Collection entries
# # # # #
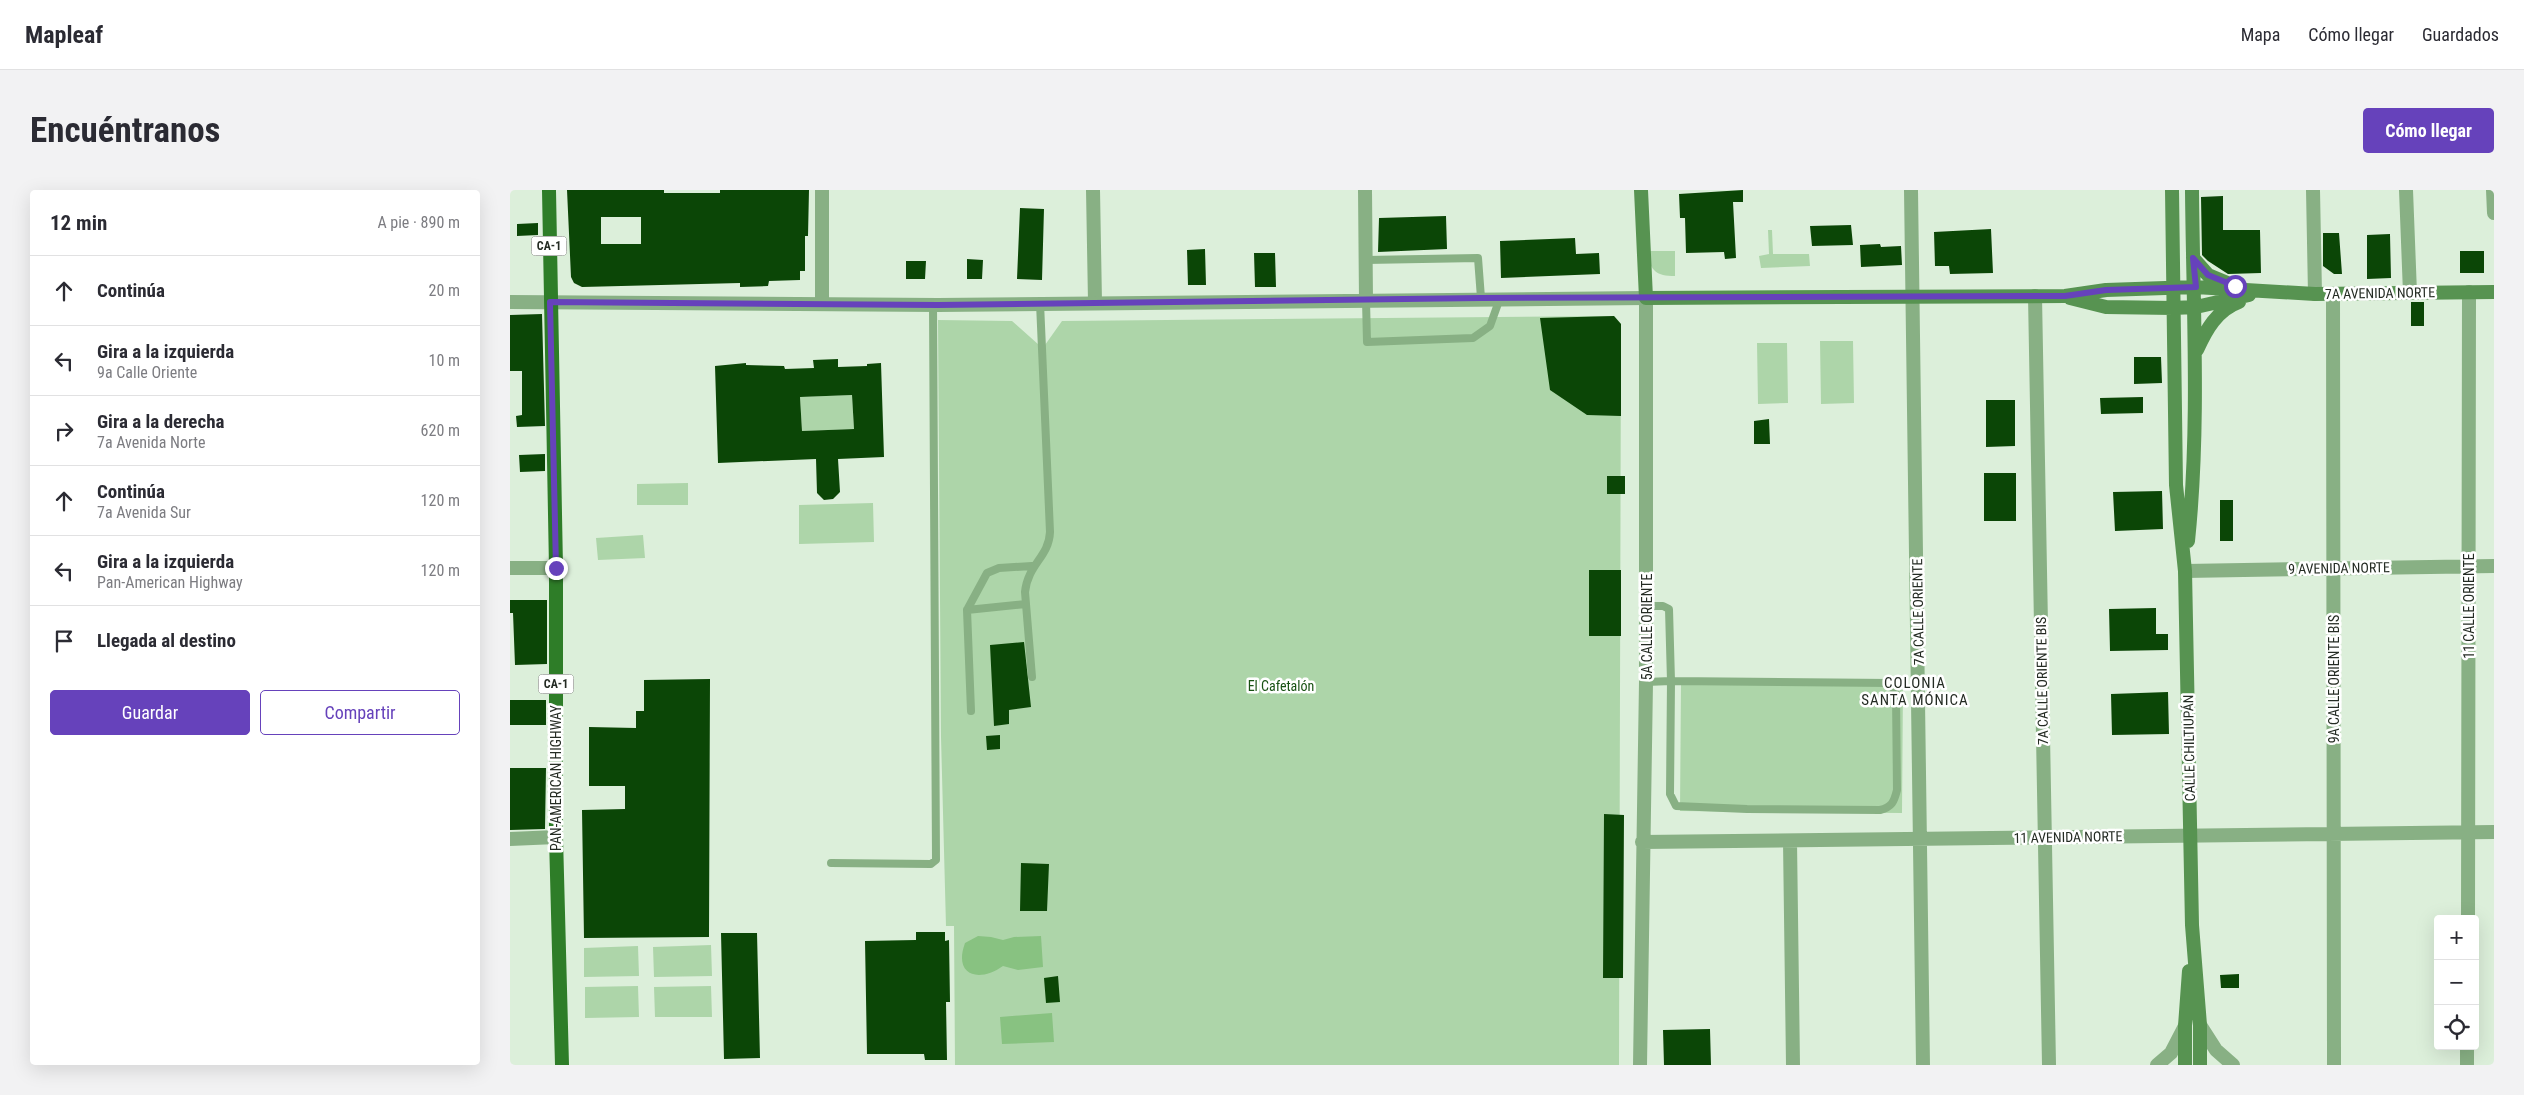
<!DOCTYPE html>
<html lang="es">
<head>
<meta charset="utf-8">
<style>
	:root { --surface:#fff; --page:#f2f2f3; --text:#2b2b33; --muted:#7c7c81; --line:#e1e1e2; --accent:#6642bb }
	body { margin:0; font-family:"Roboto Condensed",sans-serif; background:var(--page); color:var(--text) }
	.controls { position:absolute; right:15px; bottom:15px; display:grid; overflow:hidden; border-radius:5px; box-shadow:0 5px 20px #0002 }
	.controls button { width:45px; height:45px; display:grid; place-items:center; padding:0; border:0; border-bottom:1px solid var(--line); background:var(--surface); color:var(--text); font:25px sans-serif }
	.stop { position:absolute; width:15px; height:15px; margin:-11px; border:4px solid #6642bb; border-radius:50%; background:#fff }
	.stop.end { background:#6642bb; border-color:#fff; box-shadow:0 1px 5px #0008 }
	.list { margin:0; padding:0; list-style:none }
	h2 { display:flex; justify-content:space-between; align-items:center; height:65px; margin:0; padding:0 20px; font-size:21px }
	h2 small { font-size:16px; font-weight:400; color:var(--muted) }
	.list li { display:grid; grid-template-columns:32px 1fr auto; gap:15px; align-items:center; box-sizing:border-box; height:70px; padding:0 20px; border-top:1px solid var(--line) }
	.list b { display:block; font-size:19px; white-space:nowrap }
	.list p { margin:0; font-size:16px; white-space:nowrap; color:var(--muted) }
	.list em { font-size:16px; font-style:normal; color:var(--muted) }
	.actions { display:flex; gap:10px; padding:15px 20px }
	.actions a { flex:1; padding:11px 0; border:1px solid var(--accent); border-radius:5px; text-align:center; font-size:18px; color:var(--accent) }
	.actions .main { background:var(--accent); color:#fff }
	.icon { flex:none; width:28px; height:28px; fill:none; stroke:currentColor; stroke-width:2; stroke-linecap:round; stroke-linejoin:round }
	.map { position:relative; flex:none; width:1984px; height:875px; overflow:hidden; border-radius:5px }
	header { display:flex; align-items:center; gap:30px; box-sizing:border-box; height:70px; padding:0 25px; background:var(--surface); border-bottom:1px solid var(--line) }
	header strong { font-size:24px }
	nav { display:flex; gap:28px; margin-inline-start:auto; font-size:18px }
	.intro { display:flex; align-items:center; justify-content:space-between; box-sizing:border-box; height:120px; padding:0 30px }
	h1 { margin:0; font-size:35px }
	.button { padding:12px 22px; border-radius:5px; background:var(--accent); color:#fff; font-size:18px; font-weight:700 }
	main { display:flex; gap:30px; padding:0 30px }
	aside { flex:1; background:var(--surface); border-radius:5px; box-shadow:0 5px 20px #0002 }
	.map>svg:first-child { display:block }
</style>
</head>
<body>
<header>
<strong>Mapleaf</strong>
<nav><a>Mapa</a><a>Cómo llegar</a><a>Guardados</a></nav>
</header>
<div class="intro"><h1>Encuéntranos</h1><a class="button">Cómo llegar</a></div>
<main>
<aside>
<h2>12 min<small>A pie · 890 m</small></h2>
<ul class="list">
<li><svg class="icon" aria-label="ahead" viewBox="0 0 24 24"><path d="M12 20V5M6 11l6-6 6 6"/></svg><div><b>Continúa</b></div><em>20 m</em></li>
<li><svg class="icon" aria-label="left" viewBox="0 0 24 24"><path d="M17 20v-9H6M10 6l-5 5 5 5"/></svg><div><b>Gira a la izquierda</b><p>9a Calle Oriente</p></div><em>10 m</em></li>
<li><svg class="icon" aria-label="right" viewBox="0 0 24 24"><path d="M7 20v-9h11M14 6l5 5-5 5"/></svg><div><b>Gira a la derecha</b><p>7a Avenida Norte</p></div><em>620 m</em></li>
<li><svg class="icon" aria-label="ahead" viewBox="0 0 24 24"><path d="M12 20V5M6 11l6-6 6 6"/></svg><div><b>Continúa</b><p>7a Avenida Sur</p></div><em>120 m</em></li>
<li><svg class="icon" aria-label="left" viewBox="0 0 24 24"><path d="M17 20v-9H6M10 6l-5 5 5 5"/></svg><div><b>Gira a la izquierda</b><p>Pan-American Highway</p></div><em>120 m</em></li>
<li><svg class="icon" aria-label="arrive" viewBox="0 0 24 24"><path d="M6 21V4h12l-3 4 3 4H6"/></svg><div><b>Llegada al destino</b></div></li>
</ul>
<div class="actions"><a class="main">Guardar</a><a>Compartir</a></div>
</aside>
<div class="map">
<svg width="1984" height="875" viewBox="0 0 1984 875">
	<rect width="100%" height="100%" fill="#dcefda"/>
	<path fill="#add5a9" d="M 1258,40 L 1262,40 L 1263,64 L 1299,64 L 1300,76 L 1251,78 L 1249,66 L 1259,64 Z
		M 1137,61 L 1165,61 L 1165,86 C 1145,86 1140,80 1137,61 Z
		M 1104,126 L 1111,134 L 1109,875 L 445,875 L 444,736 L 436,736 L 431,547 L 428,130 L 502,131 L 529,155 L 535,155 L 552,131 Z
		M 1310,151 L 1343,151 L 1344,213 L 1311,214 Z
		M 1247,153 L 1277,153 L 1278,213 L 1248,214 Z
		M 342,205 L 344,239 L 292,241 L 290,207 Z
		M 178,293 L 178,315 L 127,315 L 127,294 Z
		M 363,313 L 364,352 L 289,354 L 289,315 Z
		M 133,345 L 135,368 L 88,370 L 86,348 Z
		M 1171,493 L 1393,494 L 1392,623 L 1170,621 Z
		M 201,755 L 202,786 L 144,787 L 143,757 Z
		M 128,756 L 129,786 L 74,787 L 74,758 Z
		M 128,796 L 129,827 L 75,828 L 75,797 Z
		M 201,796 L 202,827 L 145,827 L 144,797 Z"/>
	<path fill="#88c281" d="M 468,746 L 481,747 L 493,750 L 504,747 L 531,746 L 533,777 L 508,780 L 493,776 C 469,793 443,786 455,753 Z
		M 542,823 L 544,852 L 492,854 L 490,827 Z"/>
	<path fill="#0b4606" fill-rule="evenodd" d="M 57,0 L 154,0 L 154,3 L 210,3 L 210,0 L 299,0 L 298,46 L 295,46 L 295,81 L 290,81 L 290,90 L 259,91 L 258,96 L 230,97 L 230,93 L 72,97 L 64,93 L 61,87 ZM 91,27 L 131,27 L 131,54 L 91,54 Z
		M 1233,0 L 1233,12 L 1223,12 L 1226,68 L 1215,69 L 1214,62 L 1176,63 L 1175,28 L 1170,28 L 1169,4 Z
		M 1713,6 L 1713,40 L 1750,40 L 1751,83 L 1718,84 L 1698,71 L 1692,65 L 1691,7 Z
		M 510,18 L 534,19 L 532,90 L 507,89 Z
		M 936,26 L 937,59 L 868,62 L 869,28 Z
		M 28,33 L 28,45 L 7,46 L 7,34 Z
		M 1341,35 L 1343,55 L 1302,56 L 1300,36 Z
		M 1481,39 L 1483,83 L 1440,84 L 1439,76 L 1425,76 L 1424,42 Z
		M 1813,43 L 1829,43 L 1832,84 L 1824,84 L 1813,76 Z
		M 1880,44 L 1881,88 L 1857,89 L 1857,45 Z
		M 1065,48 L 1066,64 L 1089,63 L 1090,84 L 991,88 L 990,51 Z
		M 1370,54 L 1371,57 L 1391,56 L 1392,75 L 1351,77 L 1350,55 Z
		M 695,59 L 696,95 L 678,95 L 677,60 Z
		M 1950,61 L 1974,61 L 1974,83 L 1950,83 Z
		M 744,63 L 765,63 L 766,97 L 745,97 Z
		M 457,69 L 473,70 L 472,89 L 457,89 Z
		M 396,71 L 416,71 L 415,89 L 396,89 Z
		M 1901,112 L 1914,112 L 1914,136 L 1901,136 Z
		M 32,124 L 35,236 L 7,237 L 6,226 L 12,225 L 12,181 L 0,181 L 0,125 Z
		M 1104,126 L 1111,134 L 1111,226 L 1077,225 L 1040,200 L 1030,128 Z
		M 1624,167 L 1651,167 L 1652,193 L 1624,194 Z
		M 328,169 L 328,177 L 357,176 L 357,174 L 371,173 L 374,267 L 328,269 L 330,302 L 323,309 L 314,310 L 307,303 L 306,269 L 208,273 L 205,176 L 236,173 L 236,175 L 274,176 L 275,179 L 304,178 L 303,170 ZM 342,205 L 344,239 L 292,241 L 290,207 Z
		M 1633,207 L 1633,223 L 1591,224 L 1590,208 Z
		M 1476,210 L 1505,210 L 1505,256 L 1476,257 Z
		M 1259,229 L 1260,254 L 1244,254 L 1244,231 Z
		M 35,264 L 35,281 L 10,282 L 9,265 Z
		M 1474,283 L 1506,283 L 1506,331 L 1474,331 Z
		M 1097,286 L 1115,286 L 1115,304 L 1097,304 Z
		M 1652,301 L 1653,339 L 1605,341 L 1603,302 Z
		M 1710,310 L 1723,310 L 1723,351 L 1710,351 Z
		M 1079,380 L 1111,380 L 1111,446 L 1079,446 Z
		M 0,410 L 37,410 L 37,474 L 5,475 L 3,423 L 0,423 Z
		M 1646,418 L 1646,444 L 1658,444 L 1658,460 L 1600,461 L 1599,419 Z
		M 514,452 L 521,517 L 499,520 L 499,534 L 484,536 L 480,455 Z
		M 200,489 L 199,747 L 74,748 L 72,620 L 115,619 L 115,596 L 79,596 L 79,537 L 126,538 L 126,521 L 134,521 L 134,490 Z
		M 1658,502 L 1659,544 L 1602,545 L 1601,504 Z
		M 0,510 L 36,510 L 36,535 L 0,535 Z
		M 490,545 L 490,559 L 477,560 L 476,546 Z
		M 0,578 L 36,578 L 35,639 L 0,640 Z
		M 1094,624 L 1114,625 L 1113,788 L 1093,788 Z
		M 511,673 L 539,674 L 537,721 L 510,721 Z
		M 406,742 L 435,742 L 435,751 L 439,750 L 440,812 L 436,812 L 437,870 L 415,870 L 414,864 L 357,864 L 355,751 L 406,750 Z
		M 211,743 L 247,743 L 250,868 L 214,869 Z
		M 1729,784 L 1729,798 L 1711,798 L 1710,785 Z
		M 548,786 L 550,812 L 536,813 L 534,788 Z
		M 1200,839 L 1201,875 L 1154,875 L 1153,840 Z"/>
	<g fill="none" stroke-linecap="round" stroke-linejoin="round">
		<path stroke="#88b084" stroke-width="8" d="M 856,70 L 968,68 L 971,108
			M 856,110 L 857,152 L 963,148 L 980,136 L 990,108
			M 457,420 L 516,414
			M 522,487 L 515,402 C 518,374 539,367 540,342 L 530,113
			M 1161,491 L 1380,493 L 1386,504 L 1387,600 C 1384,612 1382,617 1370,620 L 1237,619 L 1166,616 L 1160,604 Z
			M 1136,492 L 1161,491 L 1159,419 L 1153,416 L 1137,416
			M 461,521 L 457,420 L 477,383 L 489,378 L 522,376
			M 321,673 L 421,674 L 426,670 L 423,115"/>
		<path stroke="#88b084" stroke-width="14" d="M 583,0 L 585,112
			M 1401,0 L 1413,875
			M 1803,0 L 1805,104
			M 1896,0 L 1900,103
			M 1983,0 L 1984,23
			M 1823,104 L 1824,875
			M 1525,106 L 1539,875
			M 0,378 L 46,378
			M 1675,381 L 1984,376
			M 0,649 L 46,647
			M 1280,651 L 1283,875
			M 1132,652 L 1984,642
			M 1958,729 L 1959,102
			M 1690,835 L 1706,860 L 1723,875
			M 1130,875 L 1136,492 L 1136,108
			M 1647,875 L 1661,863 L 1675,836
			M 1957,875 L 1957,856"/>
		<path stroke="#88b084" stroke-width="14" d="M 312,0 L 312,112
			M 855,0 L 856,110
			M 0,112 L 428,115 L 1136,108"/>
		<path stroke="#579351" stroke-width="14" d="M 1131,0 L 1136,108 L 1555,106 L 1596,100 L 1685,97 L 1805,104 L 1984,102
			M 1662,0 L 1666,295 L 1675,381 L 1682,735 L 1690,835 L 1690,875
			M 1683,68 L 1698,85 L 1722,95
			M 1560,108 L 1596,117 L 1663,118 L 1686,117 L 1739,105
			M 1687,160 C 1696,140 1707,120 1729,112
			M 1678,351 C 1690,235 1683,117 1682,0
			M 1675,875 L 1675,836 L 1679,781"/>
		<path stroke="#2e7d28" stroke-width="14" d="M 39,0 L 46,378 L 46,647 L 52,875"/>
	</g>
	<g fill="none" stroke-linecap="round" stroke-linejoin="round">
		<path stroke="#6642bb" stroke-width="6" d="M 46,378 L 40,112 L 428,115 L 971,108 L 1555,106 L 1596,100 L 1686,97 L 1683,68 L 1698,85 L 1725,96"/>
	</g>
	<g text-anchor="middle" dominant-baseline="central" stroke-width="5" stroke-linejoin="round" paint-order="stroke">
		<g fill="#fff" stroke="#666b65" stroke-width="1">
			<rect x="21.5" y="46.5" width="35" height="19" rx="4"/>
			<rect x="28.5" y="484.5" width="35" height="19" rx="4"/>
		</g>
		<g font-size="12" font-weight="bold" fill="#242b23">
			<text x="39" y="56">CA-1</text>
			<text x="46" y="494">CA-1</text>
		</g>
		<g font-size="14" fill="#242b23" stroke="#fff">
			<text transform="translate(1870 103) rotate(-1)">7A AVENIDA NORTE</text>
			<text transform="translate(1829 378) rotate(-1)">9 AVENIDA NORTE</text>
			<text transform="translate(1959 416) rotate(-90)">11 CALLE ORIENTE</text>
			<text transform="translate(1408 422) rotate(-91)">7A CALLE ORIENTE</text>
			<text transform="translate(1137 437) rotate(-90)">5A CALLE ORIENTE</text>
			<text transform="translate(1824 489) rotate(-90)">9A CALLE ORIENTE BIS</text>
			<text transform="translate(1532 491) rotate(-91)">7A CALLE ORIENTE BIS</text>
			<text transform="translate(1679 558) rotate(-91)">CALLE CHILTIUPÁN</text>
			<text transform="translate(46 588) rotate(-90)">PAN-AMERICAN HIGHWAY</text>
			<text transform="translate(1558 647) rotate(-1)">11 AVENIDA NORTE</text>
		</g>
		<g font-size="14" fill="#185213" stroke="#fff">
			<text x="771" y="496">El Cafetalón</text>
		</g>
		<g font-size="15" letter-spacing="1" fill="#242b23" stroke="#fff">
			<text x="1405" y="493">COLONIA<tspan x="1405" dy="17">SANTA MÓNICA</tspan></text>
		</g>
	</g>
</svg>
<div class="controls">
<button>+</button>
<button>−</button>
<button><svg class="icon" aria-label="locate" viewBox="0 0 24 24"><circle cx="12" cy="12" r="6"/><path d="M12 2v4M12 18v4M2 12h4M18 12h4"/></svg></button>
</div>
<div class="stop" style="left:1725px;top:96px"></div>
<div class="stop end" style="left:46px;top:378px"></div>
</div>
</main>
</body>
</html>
# # # # #
- **About this exercise**
Your task is to repeat exactly the lines from the beginning of the data to the line that contains "position:absolute; right:15px; bottom:15px;", both ends included, leaving out pictures.

- **Response box**
<!DOCTYPE html>
<html lang="es">
<head>
<meta charset="utf-8">
<style>
	:root { --surface:#fff; --page:#f2f2f3; --text:#2b2b33; --muted:#7c7c81; --line:#e1e1e2; --accent:#6642bb }
	body { margin:0; font-family:"Roboto Condensed",sans-serif; background:var(--page); color:var(--text) }
	.controls { position:absolute; right:15px; bottom:15px; display:grid; overflow:hidden; border-radius:5px; box-shadow:0 5px 20px #0002 }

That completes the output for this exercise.